I sat up all night trying to fathom how this could have happened. It bothered me so much that I actually started rewatching the game (thanks Youtube). Yep, I relived every painful moment secluded in my room, cautiously evaluating every meaningful snap of the game. I was also simultaneously looking at the statistics of the game and when I brought it all together I figured out Dabo's formula to beat us. It was having elite receivers who can win every 50-50 ball, it was a defensive front which can make the quarterback uncomfortable, it was a secondary who can force multiple turnovers, it was a coaching staff that hasn't lost a coordinator in seven years, it was an offensive line which can keep the quarterback from getting touched at all (this is actually true). The short answer to all of this is that Dabo Swinney and Clemson was able to beat Nick Saban and Alabama by becoming them.

Think about it. Everything I just listed above is what the tide has been doing for the past 12 years. Other teams have been trying to replicate it for years but to no success. Now someone has finally figured it out until now.

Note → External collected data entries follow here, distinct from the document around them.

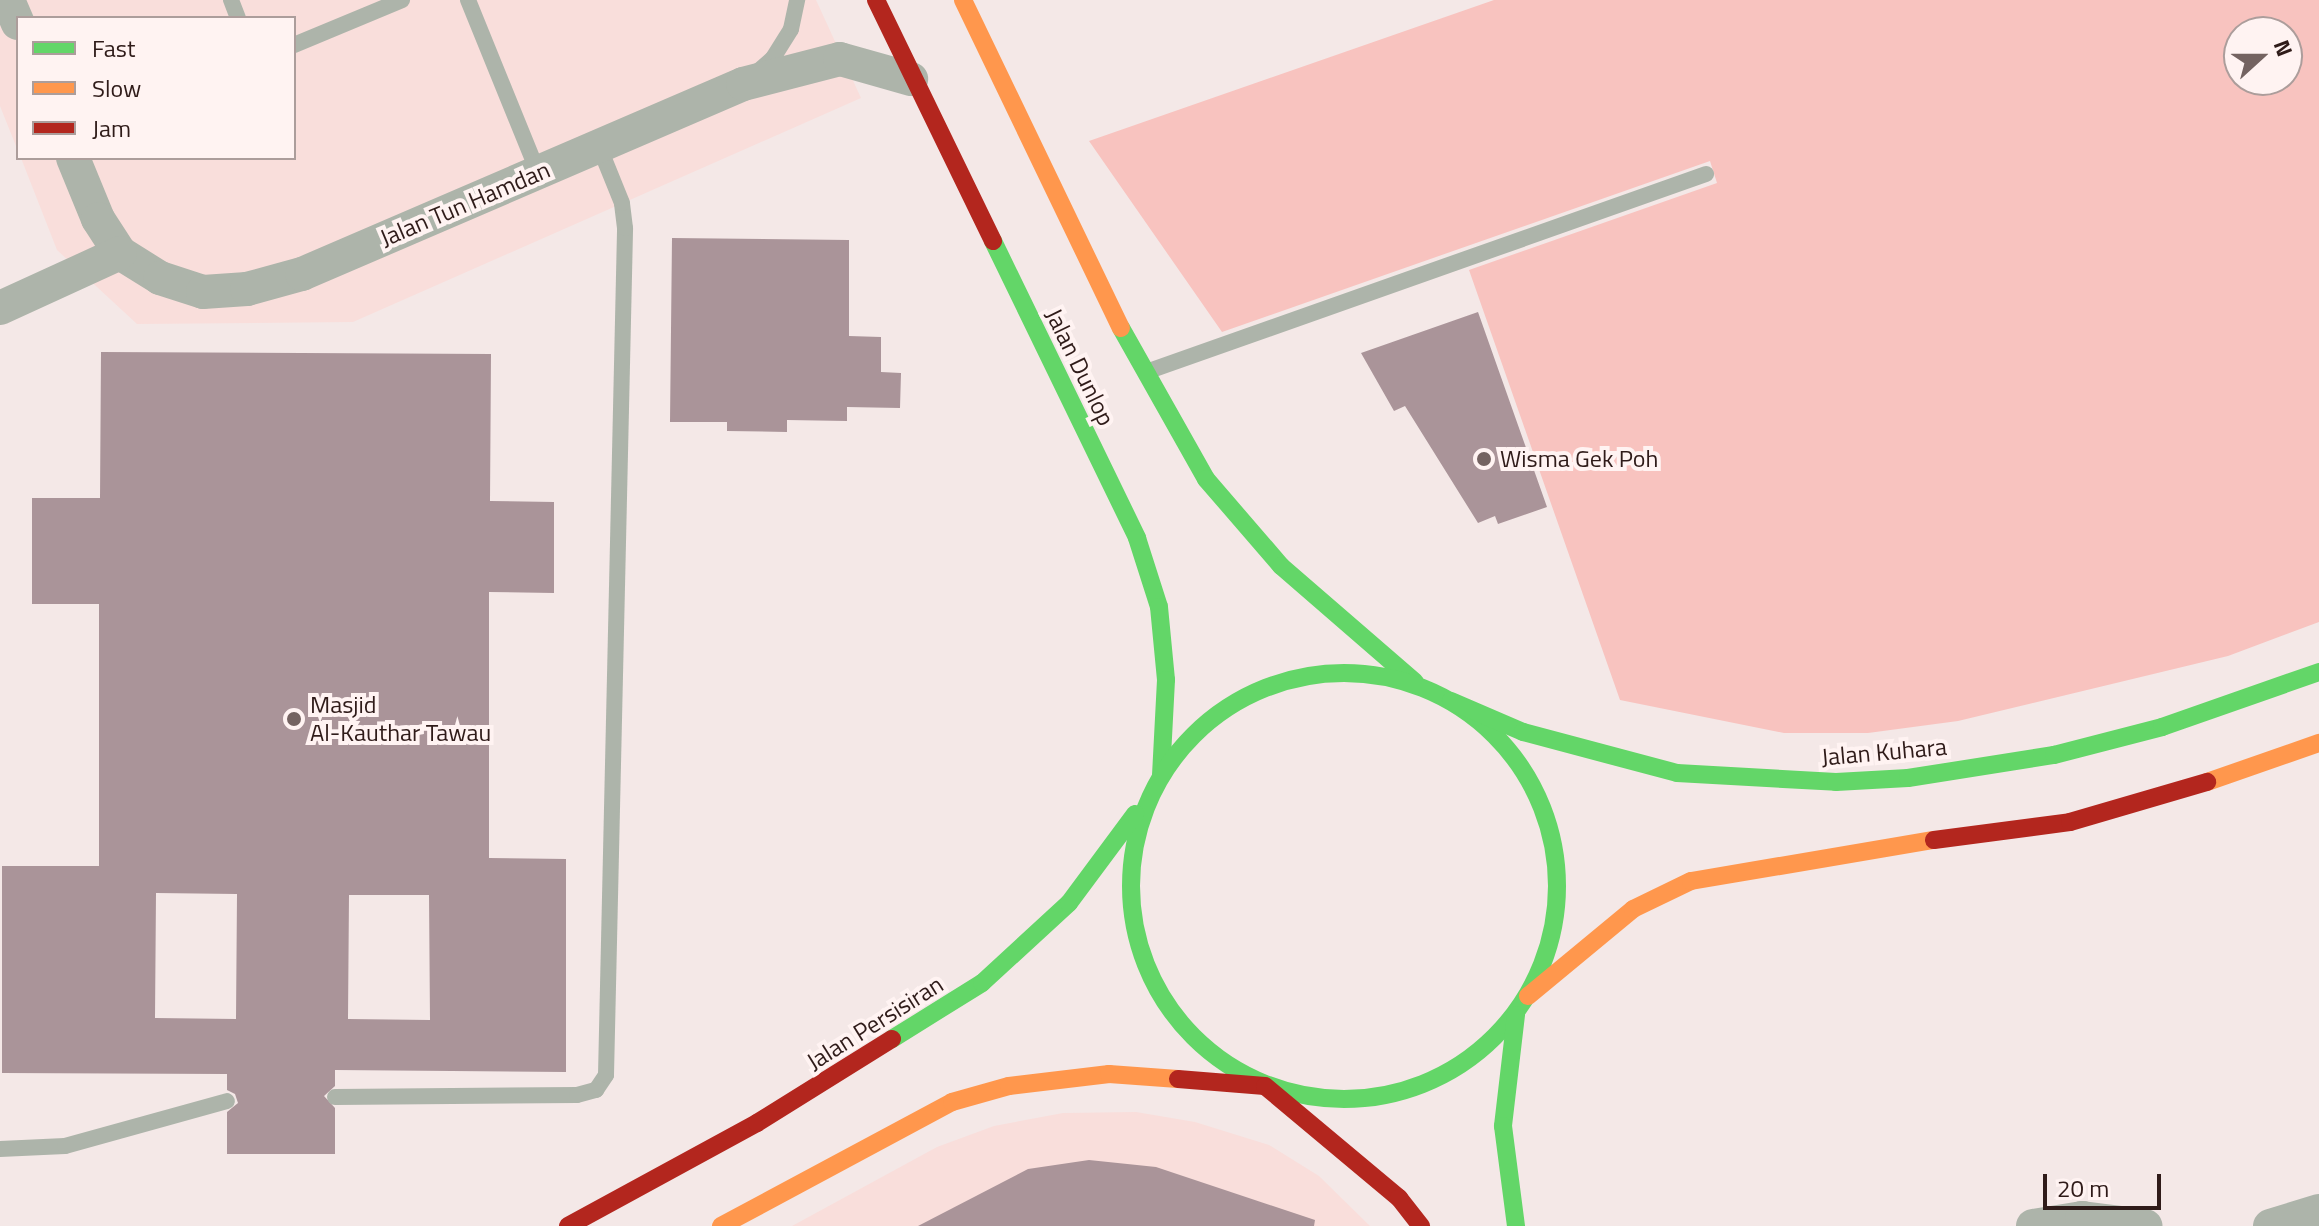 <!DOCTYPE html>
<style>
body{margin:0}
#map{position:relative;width:2319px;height:1226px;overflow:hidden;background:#f4e8e7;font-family:"Titillium Web",sans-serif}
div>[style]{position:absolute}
.built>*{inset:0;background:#f9dedb}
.green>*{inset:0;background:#f8c3bf}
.building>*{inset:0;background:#aa9499}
.lane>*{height:16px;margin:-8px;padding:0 8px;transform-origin:8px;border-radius:8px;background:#adb4aa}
.street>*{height:34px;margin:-17px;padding:0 17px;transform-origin:17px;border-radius:17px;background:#adb4aa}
.fast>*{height:18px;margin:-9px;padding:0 9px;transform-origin:9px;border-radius:9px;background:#63d668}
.fast>.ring{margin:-9px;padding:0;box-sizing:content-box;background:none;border:18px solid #63d668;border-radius:50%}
.slow>*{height:18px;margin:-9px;padding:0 9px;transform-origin:9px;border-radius:9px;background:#ff974d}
.jam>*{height:18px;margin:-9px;padding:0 9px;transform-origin:9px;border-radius:9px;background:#b3261e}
.dots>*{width:22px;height:22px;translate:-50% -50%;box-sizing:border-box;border:4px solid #fff3f2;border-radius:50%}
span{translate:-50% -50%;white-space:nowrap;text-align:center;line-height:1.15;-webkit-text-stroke:8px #fff3f2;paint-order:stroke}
.street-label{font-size:24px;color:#2f1b19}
.poi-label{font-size:24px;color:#2f1b19}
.left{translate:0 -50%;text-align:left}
.legend{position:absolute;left:16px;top:16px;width:280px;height:144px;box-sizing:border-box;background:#fff3f2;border:2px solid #ac9d9b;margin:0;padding:10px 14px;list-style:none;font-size:24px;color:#2f1b19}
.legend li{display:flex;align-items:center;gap:16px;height:40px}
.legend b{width:40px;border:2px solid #ac9d9b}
.north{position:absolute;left:2223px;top:16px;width:80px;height:80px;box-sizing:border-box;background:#fff3f2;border:2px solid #ac9d9b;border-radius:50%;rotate:69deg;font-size:22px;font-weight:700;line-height:32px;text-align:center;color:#2f1b19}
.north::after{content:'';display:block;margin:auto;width:28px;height:36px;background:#746361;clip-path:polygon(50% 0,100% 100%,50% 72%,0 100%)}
.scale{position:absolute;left:2043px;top:1174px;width:118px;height:36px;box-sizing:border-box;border:4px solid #2f1b19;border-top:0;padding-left:10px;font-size:24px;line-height:28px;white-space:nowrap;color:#2f1b19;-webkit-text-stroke:6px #fff3f2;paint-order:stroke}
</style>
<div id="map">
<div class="built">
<i style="clip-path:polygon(0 0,816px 0,861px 98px,353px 322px,137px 324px,57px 250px,21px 158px,294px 158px,294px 18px,18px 18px,18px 151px,0 106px)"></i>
<i style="clip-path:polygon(1136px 1112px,1195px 1122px,1269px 1145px,1319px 1176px,1370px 1226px,792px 1226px,937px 1147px,994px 1126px,1063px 1113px)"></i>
</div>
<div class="green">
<i style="clip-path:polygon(evenodd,1494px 0,2319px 0,2319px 622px,2228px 656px,1958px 721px,1868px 733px,1784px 733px,1620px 700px,1469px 270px,1717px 183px,1710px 161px,1222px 332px,1089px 141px,1494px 0,2239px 32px,2287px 32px,2287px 80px,2239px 80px,2239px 32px)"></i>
</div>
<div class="building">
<i style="clip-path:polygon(672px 238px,849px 240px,849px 336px,881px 337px,881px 372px,901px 373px,900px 408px,847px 407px,847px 421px,787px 420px,787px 432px,727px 431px,727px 422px,670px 422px)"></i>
<i style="clip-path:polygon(1478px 312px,1547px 507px,1498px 524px,1495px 516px,1478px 523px,1405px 406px,1394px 411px,1361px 353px)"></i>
<i style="clip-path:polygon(evenodd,101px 352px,491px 354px,490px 501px,554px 502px,554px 593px,489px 592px,489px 858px,566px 859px,566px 1072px,335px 1070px,335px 1086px,324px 1096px,335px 1108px,335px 1154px,227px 1154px,227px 1112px,238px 1103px,235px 1094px,227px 1090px,227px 1074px,2px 1073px,2px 866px,99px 866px,99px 604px,32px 604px,32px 498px,100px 498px,101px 352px,156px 893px,237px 894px,236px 1019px,155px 1018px,156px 893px,101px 352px,349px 895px,429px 895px,430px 1020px,348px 1019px,349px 895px)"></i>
<i style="clip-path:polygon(1089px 1160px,1156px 1167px,1315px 1220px,1314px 1226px,918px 1226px,1028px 1169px)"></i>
</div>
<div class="lane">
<i style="left:231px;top:0;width:19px;rotate:69deg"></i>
<i style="left:468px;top:0;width:186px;rotate:67.9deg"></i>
<i style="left:294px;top:45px;width:117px;rotate:-22.6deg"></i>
<i style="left:756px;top:73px;width:23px;rotate:-41deg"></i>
<i style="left:773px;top:58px;width:34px;rotate:-58deg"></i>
<i style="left:791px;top:29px;width:30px;rotate:-78deg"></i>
<i style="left:1146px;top:372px;width:594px;rotate:-19.47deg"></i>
<i style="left:335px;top:1097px;width:242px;rotate:-0.5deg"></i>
<i style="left:577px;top:1095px;width:20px;rotate:-15deg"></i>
<i style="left:596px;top:1090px;width:18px;rotate:-56deg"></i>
<i style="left:606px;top:1075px;width:847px;rotate:-88.71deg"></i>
<i style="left:625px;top:228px;width:25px;rotate:-97deg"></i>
<i style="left:622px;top:203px;width:61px;rotate:-112deg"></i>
<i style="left:0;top:1149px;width:65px;rotate:-2.6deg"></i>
<i style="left:65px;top:1146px;width:168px;rotate:-15.5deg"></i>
</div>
<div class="street">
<i style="left:8px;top:0;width:25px;rotate:67deg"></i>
<i style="left:73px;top:158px;width:66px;rotate:67.7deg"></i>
<i style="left:98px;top:219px;width:40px;rotate:57.1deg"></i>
<i style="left:120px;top:253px;width:47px;rotate:32deg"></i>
<i style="left:160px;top:278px;width:45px;rotate:18deg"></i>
<i style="left:203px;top:292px;width:44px;rotate:-3.9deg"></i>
<i style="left:247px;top:289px;width:57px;rotate:-15.3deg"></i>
<i style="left:302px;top:274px;width:480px;rotate:-23.3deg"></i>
<i style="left:743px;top:84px;width:100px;rotate:-14.5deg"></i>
<i style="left:840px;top:59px;width:74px;rotate:15.7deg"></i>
<i style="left:0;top:308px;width:132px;rotate:-24.6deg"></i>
<i style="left:2033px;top:1226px;width:50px;rotate:-9.3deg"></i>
<i style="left:2082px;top:1218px;width:64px;rotate:7.2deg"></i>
<i style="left:2270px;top:1226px;width:51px;rotate:-17deg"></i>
</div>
<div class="fast">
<i style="left:993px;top:241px;width:330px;rotate:64.1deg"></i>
<i style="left:1137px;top:538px;width:72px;rotate:72.3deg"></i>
<i style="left:1159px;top:607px;width:73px;rotate:84.5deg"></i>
<i style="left:1166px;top:680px;width:94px;rotate:93deg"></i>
<i style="left:1121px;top:328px;width:173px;rotate:60.6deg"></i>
<i style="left:1206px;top:479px;width:115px;rotate:49.2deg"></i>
<i style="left:1281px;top:566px;width:177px;rotate:40.9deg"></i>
<i class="ring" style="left:1131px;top:673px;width:408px;height:408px"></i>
<i style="left:1451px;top:701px;width:78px;rotate:23.3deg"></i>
<i style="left:1523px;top:732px;width:159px;rotate:14.9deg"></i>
<i style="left:1677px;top:773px;width:159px;rotate:3.2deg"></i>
<i style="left:1836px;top:782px;width:72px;rotate:-3.2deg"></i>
<i style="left:1908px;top:778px;width:148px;rotate:-9deg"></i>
<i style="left:2054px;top:755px;width:112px;rotate:-14.5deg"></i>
<i style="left:2162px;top:727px;width:166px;rotate:-19.3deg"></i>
<i style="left:1516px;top:1015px;width:112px;rotate:96.7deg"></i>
<i style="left:1503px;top:1126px;width:101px;rotate:82.6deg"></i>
<i style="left:892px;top:1039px;width:106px;rotate:-31.9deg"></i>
<i style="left:982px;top:983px;width:118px;rotate:-42.6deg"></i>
<i style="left:1069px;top:903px;width:111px;rotate:-53.4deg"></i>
</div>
<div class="slow">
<i style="left:963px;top:0;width:364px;rotate:64.3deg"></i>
<i style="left:2207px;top:782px;width:119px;rotate:-19.2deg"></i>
<i style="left:1528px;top:996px;width:136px;rotate:-39.6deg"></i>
<i style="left:1633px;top:909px;width:64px;rotate:-25.8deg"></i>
<i style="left:1691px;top:881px;width:246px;rotate:-9.6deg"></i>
<i style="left:721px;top:1226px;width:262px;rotate:-28.2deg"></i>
<i style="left:952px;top:1102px;width:59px;rotate:-15.7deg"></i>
<i style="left:1009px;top:1086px;width:101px;rotate:-6.8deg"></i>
<i style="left:1109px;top:1074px;width:69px;rotate:4.1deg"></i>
</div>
<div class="jam">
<i style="left:876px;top:0;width:268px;rotate:64.1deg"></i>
<i style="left:1934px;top:840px;width:137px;rotate:-7.5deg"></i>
<i style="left:2070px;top:822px;width:143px;rotate:-16.3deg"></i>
<i style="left:1178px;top:1079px;width:87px;rotate:4.6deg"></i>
<i style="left:1265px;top:1086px;width:175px;rotate:39.9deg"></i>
<i style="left:1399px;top:1198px;width:36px;rotate:52deg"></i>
<i style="left:568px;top:1226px;width:215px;rotate:-28.6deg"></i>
<i style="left:757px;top:1123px;width:159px;rotate:-31.9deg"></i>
</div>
<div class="dots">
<i style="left:1484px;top:459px;background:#746361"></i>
<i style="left:294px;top:719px;background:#746361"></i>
</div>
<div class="street-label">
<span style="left:465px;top:204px;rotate:-23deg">Jalan Tun Hamdan</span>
<span style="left:1080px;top:367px;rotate:64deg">Jalan Dunlop</span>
<span style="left:1884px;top:752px;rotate:-5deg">Jalan Kuhara</span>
<span style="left:875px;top:1023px;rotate:-32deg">Jalan Persisiran</span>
</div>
<div class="poi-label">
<span class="left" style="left:1500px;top:459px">Wisma Gek Poh</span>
<span class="left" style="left:310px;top:719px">Masjid<br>Al-Kauthar Tawau</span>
</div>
<ul class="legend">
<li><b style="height:10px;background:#63d668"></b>Fast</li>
<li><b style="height:10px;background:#ff974d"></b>Slow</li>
<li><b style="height:10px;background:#b3261e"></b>Jam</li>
</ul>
<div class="north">N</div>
<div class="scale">20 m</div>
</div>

Now I'm not here to say that the Saban dynasty is all over. When looking at all of the great dynasty's in sports every single one had a rival to tie it too. Michael Jordan's Bulls had the Detroit Pistons, Tom Brady and Bill Belichick had the New York Giants, LeBron James had the San Antonio Spurs. When you really look at Saban's era he really hasn't had a true rival who consistently got in his way of winning a championship until Monday. Clemson is the first real threat Alabama has had in over a decade.

Swinney and the Tigers kicked our behinds, there's no defending that. It was awful. But it could be the wake-up call Saban's team needs. They aren't just going to run through the entire league anymore. The rest of the country is catching up and Alabama needs to play like they haven't won in a decade.

This was the fourth time these two teams have met in four years. And contrary to some outlets who don't like to tell the whole story, Alabam and Clemson are now 2-2 in their College Football Playoff series. And I have a feeling the 2019-20 season will hold the tiebreaker.